Antwort auf die Verrücktheiten des US-Präsidenten

Das SOZ-Treffen ist der Beweis, dass eine multilaterale Weltordnung auch ohne Trump existiert, schreibt Correio da Manhã:

„Das Treffen findet in einem Kontext starker Turbulenzen in den internationalen Beziehungen statt und wird als Antwort auf Donald Trump gesehen, den Hauptdestabilisator des Multilateralismus, der mit seinem fehlgeleiteten politischen Vorgehen, China zu isolieren, genau das Gegenteil erreicht. ... Mit den Teilnahmen von Wladimir Putin, Recep Erdoğan, Massud Peseschkian und UN-Generalsekretär António Guterres sendet Peking eine klare Botschaft an Trump, aber auch an Europa: Es gibt einen nicht-westlichen Multilateralismus, der sich als Antwort auf die Verrücktheiten Washingtons verstärkt.“

Mladá fronta dnes (CZ) /

Trump treibt China neue Partner zu

Peking versucht mit Erfolg, Trumps unberechenbare Politik zu seinem Vorteil zu nutzen, analysiert Mladá fronta dnes:

„China schafft es allmählich, das globale Kräfteverhältnis zu verändern und seinen wachsenden wirtschaftlichen und politischen Einfluss in der Welt zu demonstrieren.
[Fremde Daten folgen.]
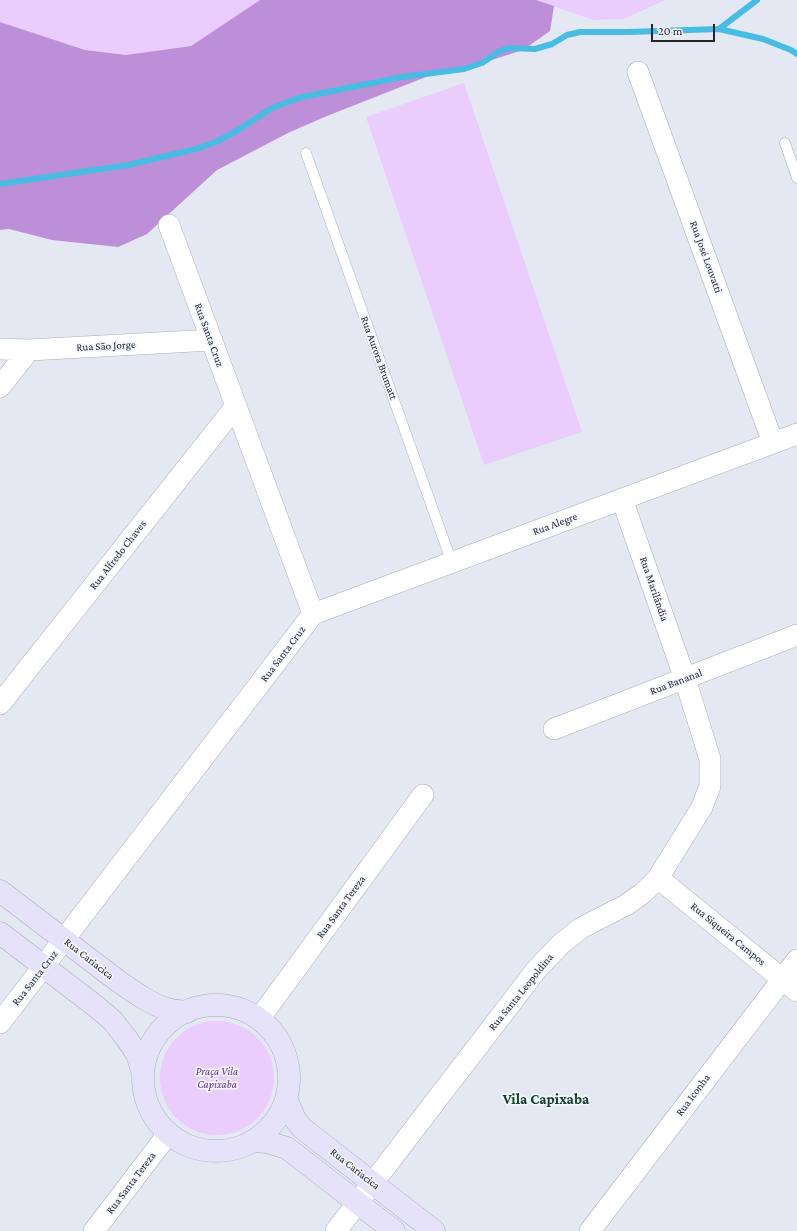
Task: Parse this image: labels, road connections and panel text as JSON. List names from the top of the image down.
{
  "streets": {
    "street": [
      "Rua José Louvatti",
      "Rua Santa Cruz",
      "Rua São Jorge",
      "Rua Alegre",
      "Rua Alfredo Chaves",
      "Rua Marilândia",
      "Rua Bananal",
      "Rua Santa Tereza",
      "Rua Siqueira Campos",
      "Rua Cariacica",
      "Rua Santa Leopoldina",
      "Rua Iconha"
    ],
    "lane": ["Rua Aurora Brumatt"]
  },
  "crossings": [
    ["Rua José Louvatti", "Rua Alegre"],
    ["Rua Santa Cruz", "Rua São Jorge"],
    ["Rua Santa Cruz", "Rua Alegre"],
    ["Rua Santa Cruz", "Rua Alfredo Chaves"],
    ["Rua Santa Cruz", "Rua Cariacica"],
    ["Rua Aurora Brumatt", "Rua Alegre"],
    ["Rua Alegre", "Rua Marilândia"],
    ["Rua Marilândia", "Rua Bananal"],
    ["Rua Marilândia", "Rua Santa Leopoldina"],
    ["Rua Bananal", "Rua Santa Leopoldina"],
    ["Rua Siqueira Campos", "Rua Santa Leopoldina"],
    ["Rua Siqueira Campos", "Rua Iconha"],
    ["Rua Cariacica", "Rua Santa Leopoldina"]
  ],
  "districts": ["Vila Capixaba"],
  "parks": ["Praça Vila Capixaba"],
  "scale_bar": "20 m"
}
Trump treibt mit seiner Mobbing-Politik andere Länder in die Arme Chinas. Jüngstes Beispiel ist das Schwergewicht Indien, dessen Präsident sicherlich kein großer Bewunderer Chinas war und ist. Analysten sind sich einig, dass das Verprellen Modis, eines wichtigen strategischen Partners, den Amerika über lange Zeit als Kernstück seiner Strategie zur Eindämmung Chinas kultiviert hatte, ein schwerwiegender Fehler Trumps ist.“

La Repubblica (IT) /

Zurück zum Reich der Mitte

Xi denkt mittel- bis langfristig, analysiert La Repubblica:

„Es besteht keine Eile, denn die Zeit ist auf der Seite Pekings, das sich einen Zeithorizont von zehn Jahren setzt, um wieder zum Reich der Mitte zu werden und das lange Jahrhundert des Westens zu beenden. Um zu verstehen, woher die Überzeugung des Erben Maos hinsichtlich der Unaufhaltsamkeit des eurasischen Plans stammt, muss man bei den Zahlen ansetzen: Die zehn Mitgliedsländer der SOZ machen zusammen 80 Prozent der Landmasse, 40 Prozent der Weltbevölkerung und 22,5 Prozent des BIP aus, das zusammen mit dem der Brics-Staaten – dem ebenfalls von China mitgeleiteten Wirtschaftsbund – mehr als die Hälfte des weltweiten Wohlstands umfasst.“

taz, die tageszeitung (DE) /

Kann sich Europa Moral überhaupt noch leisten?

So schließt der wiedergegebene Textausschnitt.